Soil nails and rock bolts: construction challenges

T. A. McCartney

Soil nails and rock bolts are a cost effective method for long term stabilisation of slopes or near vertical excavations where staged, top-down construction is advantageous compared to other traditional methods of slope retention. This method of ground support can provide near-instant active or passive support against ground instability. This paper presents the challenges encountered on a recent Melbourne infrastructure project during the installation of soil nails and rock bolts, and the solutions adopted to overcome them. In these case studies, passive soil nails and post-tensioned rock bolts were installed in residual clay soils, weathered siltstone rock, and basalt rock across two sites in Melbourne as part of a transport infrastructure project. The challenges encountered throughout the construction process, in particular the variability of ground conditions and construction timeframes shows the need for supervising engineers to be flexible in the development and implementation of the designs. Where designs have been modified additional checks should be completed to ensure the design intent is achieved.

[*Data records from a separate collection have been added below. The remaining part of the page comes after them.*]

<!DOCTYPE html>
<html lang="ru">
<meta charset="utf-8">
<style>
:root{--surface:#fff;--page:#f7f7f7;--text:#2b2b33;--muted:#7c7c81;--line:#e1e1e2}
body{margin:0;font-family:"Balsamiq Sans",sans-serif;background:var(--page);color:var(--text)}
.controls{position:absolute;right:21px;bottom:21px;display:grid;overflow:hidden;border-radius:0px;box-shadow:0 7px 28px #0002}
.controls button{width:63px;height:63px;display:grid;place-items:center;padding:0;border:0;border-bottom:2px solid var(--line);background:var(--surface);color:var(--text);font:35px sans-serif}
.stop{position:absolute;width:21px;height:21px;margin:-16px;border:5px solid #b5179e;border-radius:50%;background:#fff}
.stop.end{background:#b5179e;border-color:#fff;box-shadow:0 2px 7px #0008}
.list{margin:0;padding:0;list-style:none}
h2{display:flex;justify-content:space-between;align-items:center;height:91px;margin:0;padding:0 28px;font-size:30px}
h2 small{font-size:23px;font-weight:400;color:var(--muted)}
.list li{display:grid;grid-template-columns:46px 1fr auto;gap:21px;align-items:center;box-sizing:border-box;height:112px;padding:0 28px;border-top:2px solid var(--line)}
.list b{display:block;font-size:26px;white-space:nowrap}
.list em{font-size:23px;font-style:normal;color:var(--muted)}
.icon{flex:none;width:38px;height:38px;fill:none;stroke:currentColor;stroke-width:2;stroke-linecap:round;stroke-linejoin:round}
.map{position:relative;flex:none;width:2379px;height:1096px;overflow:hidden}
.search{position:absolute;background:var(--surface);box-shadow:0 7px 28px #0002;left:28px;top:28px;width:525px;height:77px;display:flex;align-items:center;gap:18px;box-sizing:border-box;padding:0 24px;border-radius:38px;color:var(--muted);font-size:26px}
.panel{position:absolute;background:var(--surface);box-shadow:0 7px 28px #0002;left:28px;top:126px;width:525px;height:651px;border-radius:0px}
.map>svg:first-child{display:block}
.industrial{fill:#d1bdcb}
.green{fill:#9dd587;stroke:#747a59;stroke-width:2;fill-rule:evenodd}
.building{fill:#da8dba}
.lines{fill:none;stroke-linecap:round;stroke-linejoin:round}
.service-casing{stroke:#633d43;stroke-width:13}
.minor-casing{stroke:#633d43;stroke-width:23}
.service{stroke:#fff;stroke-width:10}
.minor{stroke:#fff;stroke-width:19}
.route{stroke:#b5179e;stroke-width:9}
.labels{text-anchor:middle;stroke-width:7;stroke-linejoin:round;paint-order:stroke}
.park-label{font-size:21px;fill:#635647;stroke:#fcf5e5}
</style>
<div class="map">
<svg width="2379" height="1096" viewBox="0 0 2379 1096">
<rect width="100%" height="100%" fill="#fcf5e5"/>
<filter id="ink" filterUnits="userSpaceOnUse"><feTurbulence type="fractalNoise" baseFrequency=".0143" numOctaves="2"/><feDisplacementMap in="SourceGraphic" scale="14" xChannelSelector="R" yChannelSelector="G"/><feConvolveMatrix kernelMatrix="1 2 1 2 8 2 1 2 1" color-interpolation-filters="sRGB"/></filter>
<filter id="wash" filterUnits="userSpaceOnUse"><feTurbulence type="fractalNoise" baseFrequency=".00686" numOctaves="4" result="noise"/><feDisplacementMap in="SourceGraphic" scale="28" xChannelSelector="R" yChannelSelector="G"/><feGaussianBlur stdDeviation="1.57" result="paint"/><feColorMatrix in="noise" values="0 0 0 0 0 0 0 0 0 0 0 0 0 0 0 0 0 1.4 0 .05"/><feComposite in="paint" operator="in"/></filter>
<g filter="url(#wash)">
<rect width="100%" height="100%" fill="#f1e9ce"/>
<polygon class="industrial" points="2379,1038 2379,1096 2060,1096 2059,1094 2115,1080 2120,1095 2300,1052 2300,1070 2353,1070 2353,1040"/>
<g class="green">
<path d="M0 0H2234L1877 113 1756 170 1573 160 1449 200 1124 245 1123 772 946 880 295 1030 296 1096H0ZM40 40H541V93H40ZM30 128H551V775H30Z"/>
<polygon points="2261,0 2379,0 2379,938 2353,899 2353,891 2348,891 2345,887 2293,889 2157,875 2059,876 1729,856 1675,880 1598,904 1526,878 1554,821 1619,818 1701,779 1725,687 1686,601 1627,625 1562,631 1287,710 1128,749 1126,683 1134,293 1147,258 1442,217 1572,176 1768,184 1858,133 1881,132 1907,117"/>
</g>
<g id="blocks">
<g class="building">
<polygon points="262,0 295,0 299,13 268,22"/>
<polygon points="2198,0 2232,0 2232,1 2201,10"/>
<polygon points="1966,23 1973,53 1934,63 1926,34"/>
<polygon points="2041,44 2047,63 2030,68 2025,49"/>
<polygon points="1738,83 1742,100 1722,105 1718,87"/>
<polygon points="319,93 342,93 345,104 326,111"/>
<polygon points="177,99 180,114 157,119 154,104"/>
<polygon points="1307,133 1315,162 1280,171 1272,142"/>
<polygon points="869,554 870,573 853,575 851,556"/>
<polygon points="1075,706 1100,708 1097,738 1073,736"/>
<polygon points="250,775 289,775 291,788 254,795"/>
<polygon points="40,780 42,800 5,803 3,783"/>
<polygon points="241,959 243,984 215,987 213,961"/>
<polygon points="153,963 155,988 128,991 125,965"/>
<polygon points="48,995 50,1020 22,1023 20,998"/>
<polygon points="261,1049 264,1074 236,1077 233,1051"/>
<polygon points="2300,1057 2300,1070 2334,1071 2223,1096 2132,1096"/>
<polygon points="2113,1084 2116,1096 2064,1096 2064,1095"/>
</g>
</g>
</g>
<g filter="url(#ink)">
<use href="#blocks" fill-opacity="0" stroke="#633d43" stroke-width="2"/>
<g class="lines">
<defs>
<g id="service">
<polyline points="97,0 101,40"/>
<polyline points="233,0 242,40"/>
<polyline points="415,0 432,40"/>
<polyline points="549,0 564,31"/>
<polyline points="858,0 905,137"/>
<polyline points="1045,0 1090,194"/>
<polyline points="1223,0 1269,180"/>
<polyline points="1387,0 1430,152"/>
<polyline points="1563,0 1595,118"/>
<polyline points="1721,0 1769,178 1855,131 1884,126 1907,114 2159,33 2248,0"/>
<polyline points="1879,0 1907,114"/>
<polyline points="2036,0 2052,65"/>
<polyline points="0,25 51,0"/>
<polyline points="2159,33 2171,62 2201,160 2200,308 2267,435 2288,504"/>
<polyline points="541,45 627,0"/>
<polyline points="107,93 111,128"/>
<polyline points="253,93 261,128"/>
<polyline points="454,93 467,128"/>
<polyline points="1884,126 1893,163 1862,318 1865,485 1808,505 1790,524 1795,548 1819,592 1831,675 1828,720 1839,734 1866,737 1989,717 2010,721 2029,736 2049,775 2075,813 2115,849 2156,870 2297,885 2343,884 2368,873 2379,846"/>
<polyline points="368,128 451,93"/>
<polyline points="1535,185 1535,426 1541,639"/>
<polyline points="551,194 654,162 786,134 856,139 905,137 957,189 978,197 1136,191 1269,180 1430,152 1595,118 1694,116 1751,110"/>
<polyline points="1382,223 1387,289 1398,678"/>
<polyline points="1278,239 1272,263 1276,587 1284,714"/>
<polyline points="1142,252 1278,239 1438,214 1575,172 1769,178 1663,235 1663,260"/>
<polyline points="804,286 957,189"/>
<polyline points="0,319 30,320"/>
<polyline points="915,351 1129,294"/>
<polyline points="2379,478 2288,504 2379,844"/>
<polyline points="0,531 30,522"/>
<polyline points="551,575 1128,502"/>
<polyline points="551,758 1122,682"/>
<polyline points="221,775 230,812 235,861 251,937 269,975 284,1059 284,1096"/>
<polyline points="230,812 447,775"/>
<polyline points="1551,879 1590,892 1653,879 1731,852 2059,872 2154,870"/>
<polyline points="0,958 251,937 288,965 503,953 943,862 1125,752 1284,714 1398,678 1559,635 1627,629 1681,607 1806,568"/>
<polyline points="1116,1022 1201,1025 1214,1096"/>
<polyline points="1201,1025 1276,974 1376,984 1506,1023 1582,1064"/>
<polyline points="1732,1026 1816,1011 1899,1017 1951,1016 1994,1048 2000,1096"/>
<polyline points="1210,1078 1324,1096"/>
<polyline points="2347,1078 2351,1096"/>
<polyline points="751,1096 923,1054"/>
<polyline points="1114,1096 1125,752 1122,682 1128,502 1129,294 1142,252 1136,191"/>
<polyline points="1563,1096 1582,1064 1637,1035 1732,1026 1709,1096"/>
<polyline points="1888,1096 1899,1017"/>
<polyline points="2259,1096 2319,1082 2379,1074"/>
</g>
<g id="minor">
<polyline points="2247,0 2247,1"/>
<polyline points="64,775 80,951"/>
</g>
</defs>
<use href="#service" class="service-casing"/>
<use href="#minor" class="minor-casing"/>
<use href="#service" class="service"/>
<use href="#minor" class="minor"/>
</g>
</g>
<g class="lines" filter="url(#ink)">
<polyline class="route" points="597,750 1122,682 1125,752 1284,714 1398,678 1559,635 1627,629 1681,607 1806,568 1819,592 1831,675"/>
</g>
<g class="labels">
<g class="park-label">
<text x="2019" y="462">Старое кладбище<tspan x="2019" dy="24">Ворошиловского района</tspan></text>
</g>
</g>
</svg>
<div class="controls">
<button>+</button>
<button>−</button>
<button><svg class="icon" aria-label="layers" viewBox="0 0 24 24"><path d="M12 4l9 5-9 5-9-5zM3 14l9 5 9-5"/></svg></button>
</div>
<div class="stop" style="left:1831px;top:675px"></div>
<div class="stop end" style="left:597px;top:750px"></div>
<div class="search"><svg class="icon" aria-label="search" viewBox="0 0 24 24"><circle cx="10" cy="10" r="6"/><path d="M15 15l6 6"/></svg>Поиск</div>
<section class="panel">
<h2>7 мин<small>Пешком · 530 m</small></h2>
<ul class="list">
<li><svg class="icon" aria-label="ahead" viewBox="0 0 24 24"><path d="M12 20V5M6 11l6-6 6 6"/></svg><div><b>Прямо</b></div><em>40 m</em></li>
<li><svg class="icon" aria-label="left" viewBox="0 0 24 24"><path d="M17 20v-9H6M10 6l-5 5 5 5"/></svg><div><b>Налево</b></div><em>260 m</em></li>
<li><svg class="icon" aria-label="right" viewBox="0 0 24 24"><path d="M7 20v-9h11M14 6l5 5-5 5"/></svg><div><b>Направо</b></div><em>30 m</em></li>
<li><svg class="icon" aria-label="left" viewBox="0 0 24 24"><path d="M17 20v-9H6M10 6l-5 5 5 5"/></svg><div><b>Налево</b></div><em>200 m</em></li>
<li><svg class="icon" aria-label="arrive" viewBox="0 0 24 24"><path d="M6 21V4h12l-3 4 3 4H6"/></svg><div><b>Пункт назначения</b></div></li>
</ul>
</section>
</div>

Sacrificial testing required as part of the design was not undertaken to failure of the grout to soil bond so the reported results only provide an indication of the mobilised bond stress. Occasionally this was because the test load required to cause failure would exceed the tendon yield stress, however typically the nominated test loads were not high enough for pull out failure. Whilst the testing confirms adequate bond stress for project-specific requirements, the results may not provide information on the ultimate geotechnical performance of the materials being tested.